En laque de Chine et vernis européen, ornementation de bronze ciselé et doré, le dessus de marbre brèche d'Alep, la façade mouvementée soulignée d'un encadrement à décor d'oiseaux et de branchages fleuris ouvrant par deux tiroirs sans traverse, le tablier appliqué d'une coquille feuillagée, les montants pincés surmontés de chutes à coquilles et enroulements feuillagés, les côtés en S ornés de feuillages luxuriants, les pieds légèrement cambrés terminés par des sabots à concrétion rocaille, estampillée sur le montant arrière droit MIGEON et JME.

ProvenanceGalerie Didier Aaron, janvier 1984.

Bibliographie comparative :
B. Langer, Die Möbel der Residenz München, vol. I, Die französischen Möbel des 18. Jahrhunderts, Munich-New York 1995, n. 15 et 16.
J. N. Ronfort, J. D. Augarde, B. Langer, « Nouveaux aspects de la Vie et de l’œuvre de Bernard (II) Vanrisamburgh (1700-1766) », in lEstampille - LObjet dArt, n. 290, avril 1995, p. 36.
S. Mouquin, « Pierre IV Migeon, Meubles en laque et en vernis », in LEstampille - LObjet dArt, décembre 1999, n. 342, p. 68.
T. Wolvesperges, le Meuble français en laque au XVIIIe siècle, Paris, 2000, p. 65 fig. 51 et p. 295, fig. 160.
S. Mouquin, Pierre IV Migeon, 1696  1758au cœur dune dynastie d’ébénistes parisiens, Paris, 2001, p.79, fig. 27 et p. 87, fig. 33.

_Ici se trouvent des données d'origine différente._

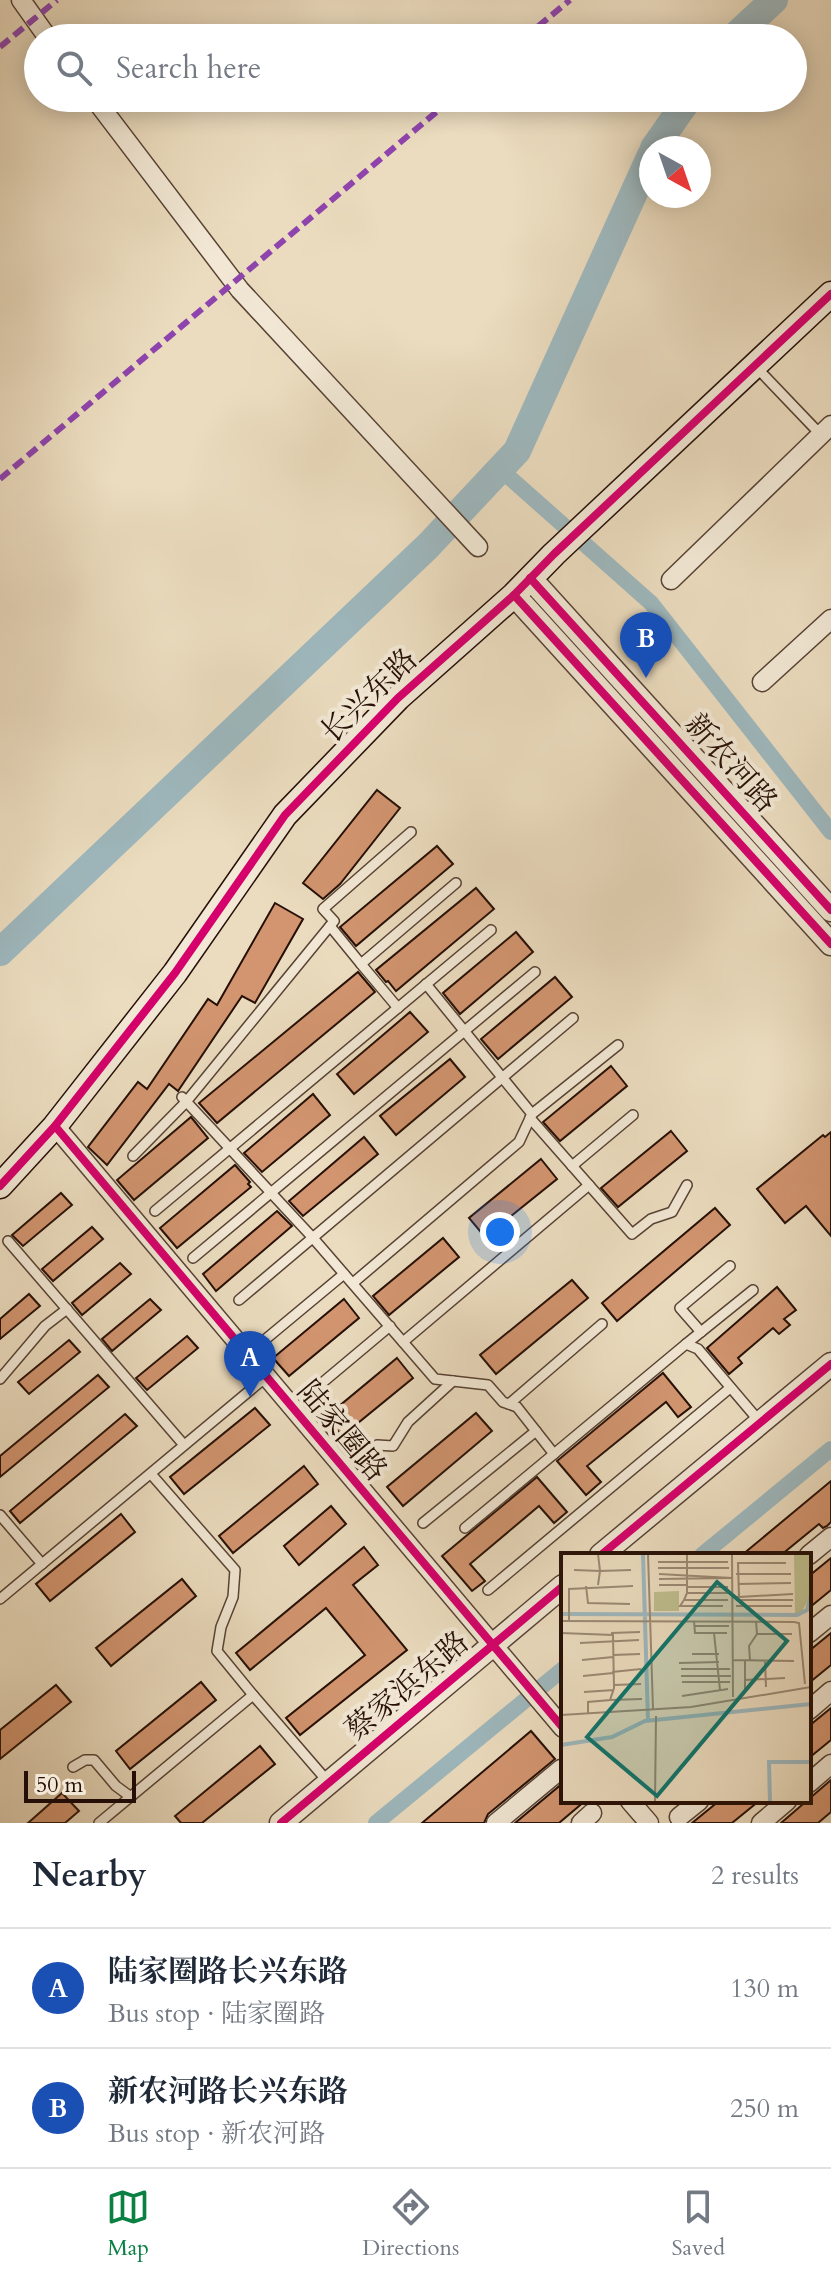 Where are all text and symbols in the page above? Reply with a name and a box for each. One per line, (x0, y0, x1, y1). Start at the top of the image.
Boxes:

NoteVéritable tour de force, notre commode s’habille de somptueux panneaux de laque de Chine galbés présentés comme de véritables tableaux parfaitement mis en valeur par le jeu subtil et discret des bronzes dorés. Conçue dans la grande tradition du XVIIIe siècle elle est probablement l’œuvre d’une collaboration entre un maître ébéniste et le grand marchand parisien Pierre IV Migeon (1696-1758). 

Cette superbe commode incarne la fascination des européens pour l’Orient ainsi que le goût avéré pour les objets exotiques en ce début de XVIIIe siècle. On voit en effet, dès les premières campagnes commerciales vers l’Extrême-Orient du XVIe et XVIIe siècle, un véritable engouement pour cette culture et ses codes esthétiques. Les européens sont notamment frappés par l’extraordinaire développement que connait l’art de la laque, matière qui leur est alors totalement inconnue. Tout de suite appréciés comme de véritables objets d’art, ils n’hésitent pas à importer à prix d’or de nombreux coffres et cabinets orientaux qu’ils s’empressent d’adapter à leur goût et à leur ameublement. Dès le début du règne de Louis XIV, on revêt les commodes et les tables, mais on cherche également le moyen d’en imiter les plus beaux effets. Il faut attendre le début du XVIIIe siècle pour que la France se dote d’une Compagnie de la Chine puissante et s’offre un accès privilégié à l’importation de ces panneaux. En raison de leur rareté et donc de leur prix très élevé, mais également de leur grande difficulté à être travaillés et plaqués, naitra un véritable monopole de la part des plus importants marchands-merciers parisiens comme Hébert, Julliot ou Gersaint, pour le commerce de ces panneaux très souvent destinés à une clientèle fortunée. 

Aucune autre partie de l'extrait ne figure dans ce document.